A) If you mean a substitute of waders as an individual piece of gear, then fishing bibs come close.
But for alternative fishing apparel, there are options like quick dry pants and approach shorts like those designed by Orvis.
Q) Are Waders Necessary for a Fly Angler?
A) Yes, Waders are a necessity whether you are fishing from the shores, wading, or from a boat.
You need them for skin cover-up and protection from cold water that is known to cause related illnesses
With prolonged exposure.
There are other fishing apparel for hot weather but this highly depends on the waters you are casting.
Some are colder even in summer and those in mountainous or forest areas will force you to bring waders and underneath layers for more comfort.

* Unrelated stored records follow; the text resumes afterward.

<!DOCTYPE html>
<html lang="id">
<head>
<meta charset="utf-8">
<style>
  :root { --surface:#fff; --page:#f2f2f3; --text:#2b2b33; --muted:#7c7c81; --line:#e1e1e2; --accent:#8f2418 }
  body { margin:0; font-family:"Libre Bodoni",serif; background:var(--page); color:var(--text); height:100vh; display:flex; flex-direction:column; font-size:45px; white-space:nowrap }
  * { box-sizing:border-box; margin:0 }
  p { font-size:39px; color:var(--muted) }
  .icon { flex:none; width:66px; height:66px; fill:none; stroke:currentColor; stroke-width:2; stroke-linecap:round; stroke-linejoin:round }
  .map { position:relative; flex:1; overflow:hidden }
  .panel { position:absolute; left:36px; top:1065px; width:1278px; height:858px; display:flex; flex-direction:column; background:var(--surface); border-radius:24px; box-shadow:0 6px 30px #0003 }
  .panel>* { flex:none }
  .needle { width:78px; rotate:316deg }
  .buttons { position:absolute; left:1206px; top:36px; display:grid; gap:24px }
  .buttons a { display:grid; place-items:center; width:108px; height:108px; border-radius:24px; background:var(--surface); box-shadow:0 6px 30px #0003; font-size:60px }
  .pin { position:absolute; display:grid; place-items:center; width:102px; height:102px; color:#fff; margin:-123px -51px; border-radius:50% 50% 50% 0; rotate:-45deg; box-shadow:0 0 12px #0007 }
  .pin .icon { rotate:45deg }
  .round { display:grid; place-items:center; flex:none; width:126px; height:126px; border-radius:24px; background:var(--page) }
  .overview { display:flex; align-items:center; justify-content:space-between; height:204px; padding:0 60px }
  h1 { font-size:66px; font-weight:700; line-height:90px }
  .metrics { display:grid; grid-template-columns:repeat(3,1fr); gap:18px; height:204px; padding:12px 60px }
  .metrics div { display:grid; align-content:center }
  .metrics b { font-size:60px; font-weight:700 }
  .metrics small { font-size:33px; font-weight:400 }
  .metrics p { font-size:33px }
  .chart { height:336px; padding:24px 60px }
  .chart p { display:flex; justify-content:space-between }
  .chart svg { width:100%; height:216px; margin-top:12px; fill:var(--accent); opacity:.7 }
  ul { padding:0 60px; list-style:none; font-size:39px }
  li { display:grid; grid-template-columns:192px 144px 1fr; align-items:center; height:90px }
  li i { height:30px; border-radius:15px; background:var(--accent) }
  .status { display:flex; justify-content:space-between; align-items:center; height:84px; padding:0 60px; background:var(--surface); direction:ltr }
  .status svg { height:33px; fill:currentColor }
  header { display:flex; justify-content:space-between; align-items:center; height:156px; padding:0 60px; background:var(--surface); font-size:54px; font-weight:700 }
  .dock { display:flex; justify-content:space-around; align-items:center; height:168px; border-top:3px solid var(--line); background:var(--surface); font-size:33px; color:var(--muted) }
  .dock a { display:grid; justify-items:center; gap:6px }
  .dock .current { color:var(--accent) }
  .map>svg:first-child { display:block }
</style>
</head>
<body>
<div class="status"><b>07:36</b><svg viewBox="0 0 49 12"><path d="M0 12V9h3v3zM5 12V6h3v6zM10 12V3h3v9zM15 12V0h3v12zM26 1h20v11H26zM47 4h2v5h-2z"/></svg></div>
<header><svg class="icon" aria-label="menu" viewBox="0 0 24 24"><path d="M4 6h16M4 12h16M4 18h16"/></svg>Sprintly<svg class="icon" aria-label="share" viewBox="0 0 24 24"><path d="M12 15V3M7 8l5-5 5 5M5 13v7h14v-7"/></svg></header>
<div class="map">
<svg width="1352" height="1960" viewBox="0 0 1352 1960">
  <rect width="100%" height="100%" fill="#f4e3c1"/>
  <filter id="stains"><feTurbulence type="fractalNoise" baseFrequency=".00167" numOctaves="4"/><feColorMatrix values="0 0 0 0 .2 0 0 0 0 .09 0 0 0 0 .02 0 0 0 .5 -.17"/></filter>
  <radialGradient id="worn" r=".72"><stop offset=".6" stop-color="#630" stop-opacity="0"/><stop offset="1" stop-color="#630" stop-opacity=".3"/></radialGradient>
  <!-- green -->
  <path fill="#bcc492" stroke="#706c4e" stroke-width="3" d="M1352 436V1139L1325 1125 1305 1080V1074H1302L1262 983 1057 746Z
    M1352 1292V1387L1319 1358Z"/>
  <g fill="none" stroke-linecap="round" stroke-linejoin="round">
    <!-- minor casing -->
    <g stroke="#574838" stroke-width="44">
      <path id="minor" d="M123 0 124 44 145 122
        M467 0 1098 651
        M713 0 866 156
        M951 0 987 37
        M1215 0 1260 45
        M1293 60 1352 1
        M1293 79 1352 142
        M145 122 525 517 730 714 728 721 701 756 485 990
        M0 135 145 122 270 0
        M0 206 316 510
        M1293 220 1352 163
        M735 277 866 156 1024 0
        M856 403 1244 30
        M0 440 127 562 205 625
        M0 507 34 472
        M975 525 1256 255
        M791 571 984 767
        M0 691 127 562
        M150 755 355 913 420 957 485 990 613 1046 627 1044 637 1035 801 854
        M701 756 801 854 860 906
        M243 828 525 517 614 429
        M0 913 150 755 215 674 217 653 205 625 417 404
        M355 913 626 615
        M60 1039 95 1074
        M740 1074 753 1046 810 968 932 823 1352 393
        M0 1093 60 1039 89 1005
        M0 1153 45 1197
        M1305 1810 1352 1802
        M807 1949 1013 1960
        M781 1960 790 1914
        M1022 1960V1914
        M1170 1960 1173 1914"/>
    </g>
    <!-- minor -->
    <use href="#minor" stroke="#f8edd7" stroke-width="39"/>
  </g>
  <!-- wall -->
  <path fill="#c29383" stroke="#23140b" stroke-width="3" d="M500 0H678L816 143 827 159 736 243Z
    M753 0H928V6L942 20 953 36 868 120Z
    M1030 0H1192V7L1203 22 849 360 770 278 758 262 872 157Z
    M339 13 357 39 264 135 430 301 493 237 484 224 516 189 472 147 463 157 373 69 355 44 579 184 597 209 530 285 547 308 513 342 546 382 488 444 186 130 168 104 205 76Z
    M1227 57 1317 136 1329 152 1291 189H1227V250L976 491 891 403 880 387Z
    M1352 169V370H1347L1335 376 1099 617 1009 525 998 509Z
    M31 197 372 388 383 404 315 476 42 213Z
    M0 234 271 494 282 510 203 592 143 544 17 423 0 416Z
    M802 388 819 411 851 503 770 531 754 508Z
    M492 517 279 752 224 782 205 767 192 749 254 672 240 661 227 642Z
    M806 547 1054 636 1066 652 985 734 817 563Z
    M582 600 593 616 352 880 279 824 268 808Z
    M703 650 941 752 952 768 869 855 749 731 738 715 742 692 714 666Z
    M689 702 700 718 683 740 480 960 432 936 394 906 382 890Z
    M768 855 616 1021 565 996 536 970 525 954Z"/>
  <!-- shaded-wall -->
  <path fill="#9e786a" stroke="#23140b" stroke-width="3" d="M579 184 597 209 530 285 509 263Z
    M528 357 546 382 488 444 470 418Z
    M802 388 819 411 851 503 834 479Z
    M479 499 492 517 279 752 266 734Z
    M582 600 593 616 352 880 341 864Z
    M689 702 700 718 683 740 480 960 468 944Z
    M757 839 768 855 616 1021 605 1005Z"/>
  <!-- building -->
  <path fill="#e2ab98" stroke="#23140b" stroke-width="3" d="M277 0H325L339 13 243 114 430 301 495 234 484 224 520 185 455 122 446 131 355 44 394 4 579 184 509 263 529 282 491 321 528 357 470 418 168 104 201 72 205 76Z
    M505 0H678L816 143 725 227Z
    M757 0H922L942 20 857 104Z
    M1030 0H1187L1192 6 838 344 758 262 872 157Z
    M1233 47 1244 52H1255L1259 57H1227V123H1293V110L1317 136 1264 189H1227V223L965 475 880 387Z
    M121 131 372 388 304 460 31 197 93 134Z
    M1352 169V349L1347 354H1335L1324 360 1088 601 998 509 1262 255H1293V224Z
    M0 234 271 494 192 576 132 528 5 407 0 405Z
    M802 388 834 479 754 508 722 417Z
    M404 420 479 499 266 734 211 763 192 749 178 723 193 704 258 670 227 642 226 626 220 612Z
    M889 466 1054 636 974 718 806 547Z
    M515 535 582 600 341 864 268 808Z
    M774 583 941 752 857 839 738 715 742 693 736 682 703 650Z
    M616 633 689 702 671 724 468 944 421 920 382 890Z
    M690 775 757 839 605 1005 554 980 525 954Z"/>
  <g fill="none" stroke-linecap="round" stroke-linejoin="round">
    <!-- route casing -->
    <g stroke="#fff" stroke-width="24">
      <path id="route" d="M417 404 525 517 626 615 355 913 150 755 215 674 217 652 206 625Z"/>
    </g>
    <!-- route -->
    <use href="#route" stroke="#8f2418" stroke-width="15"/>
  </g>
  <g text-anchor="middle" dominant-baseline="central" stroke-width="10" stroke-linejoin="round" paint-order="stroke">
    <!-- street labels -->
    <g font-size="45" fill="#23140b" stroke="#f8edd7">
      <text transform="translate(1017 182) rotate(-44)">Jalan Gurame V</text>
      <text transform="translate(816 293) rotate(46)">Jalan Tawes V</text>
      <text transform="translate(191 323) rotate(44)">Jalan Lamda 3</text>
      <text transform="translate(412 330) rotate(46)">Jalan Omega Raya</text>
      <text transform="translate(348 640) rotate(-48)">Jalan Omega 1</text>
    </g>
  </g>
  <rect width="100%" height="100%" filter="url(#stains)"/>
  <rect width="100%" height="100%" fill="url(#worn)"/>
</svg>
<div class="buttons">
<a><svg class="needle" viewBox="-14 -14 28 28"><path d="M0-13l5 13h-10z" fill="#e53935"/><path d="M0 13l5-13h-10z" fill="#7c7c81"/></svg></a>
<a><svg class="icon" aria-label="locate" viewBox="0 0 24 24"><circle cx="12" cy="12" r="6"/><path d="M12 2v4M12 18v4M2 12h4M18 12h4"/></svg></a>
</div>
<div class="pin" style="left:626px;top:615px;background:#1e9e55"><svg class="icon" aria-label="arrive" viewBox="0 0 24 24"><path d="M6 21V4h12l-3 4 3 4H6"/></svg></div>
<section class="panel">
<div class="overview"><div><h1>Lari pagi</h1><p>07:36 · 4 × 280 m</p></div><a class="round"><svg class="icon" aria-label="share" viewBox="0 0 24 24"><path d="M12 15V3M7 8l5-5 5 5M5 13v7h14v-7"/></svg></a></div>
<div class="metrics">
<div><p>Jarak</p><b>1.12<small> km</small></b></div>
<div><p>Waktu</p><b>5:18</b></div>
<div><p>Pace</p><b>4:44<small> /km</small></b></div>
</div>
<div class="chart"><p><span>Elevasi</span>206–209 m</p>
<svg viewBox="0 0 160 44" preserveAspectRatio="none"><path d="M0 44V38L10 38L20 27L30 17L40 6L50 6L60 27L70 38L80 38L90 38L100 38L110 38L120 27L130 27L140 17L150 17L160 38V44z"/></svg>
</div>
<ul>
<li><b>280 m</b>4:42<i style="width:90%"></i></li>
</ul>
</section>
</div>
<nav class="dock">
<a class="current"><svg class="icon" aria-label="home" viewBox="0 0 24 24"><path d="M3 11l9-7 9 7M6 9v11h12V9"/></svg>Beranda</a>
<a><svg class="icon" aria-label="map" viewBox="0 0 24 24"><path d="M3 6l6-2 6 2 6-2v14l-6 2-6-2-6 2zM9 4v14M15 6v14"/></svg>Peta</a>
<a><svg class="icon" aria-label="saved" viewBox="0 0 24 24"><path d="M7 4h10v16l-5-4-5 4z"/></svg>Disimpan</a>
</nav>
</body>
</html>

Q) Do Waders Cause Drowning?
A) Waders don’t cause drowning.
You risk drowning if your waders fill up with waders, you lose focus, panic and get exhausted from trying to swim.
If they were a direct cause of drowning, they wouldn’t be allowed on the water.
Have a PFD always in case you are drifting or wading in deeper waters.
What Are the Dangers of Waders?
The dangers of waders are human-assisted and the biggest one is the risk of drowning in case they flood and you panic.
So much is involved in wading out of water safely in case you fall in waders.
Hypothermia is the most typical cold illness affecting anglers and it can be disastrous if you fish in leaking waders when the temperatures are extremely low.
Any serious angler would love to fish again tomorrow and perhaps pass down the skill to the next generation.
For this to be successful, proper wader disposal is key, otherwise the environmental impacts are detrimental to water life and the sport at large.